MATERIAL TO PROCESS: Begin
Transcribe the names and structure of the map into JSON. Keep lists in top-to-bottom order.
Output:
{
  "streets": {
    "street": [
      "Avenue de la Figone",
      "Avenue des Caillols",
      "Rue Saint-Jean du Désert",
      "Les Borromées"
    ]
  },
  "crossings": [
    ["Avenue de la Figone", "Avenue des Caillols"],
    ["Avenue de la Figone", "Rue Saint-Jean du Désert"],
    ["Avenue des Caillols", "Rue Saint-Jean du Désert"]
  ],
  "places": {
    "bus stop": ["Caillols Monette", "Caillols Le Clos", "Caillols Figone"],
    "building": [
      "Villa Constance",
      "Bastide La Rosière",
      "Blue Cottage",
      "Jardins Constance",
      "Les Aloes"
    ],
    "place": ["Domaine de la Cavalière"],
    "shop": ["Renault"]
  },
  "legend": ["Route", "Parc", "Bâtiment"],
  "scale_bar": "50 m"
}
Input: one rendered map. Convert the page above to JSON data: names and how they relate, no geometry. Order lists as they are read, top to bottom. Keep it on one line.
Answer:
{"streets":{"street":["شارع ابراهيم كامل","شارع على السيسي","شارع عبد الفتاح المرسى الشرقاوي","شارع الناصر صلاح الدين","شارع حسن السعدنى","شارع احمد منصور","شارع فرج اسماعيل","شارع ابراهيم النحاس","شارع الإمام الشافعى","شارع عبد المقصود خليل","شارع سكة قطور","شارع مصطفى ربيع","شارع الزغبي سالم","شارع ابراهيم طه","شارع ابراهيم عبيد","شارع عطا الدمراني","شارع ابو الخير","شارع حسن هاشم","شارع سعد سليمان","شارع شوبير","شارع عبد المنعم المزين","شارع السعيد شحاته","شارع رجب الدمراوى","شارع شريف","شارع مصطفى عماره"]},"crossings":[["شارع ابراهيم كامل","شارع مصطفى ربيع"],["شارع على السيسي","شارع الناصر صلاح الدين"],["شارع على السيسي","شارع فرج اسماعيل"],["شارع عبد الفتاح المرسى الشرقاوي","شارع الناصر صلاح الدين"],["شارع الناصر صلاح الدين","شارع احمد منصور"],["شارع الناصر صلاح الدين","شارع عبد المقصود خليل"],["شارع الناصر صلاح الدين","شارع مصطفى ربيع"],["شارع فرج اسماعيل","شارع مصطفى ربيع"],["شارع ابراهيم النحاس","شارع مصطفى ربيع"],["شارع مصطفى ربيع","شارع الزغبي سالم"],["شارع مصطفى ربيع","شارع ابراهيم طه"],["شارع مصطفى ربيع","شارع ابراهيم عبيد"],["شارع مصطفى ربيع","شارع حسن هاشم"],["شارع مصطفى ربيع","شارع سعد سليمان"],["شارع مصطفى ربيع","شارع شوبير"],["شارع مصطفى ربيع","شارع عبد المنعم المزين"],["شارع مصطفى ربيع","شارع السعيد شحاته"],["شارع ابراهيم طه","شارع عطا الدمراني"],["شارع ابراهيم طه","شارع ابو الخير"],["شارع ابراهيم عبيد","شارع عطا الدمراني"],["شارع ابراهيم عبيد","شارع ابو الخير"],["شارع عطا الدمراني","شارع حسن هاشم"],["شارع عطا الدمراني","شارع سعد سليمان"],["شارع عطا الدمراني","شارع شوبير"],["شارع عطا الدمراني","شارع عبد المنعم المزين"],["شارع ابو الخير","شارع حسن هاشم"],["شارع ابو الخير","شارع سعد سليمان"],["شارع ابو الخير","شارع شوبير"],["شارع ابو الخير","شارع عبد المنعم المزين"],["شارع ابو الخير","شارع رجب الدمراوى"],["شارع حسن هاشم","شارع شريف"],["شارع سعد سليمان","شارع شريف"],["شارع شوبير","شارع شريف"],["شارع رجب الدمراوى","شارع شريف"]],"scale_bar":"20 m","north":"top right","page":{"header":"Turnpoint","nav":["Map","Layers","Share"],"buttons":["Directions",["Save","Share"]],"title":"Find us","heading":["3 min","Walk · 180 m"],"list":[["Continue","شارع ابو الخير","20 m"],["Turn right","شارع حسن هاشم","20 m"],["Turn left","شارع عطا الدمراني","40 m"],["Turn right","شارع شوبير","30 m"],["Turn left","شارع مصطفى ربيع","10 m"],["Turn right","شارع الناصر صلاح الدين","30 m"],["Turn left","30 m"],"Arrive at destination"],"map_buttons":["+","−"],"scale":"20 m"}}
MATERIAL TO PROCESS: End
• _INSTRUCTIONS TO FOLLOW_
Repeat the material word for word from its opening line up to and including the line containing "Input: one rendered".

• _ANSWER FOR THE TASK_
Transcribe the names and structure of the map into JSON. Keep lists in top-to-bottom order.
Output:
{
  "streets": {
    "street": [
      "Avenue de la Figone",
      "Avenue des Caillols",
      "Rue Saint-Jean du Désert",
      "Les Borromées"
    ]
  },
  "crossings": [
    ["Avenue de la Figone", "Avenue des Caillols"],
    ["Avenue de la Figone", "Rue Saint-Jean du Désert"],
    ["Avenue des Caillols", "Rue Saint-Jean du Désert"]
  ],
  "places": {
    "bus stop": ["Caillols Monette", "Caillols Le Clos", "Caillols Figone"],
    "building": [
      "Villa Constance",
      "Bastide La Rosière",
      "Blue Cottage",
      "Jardins Constance",
      "Les Aloes"
    ],
    "place": ["Domaine de la Cavalière"],
    "shop": ["Renault"]
  },
  "legend": ["Route", "Parc", "Bâtiment"],
  "scale_bar": "50 m"
}
Input: one rendered map. Convert the page above to JSON data: names and how they relate, no geometry. Order lists as they are read, top to bottom. Keep it on one line.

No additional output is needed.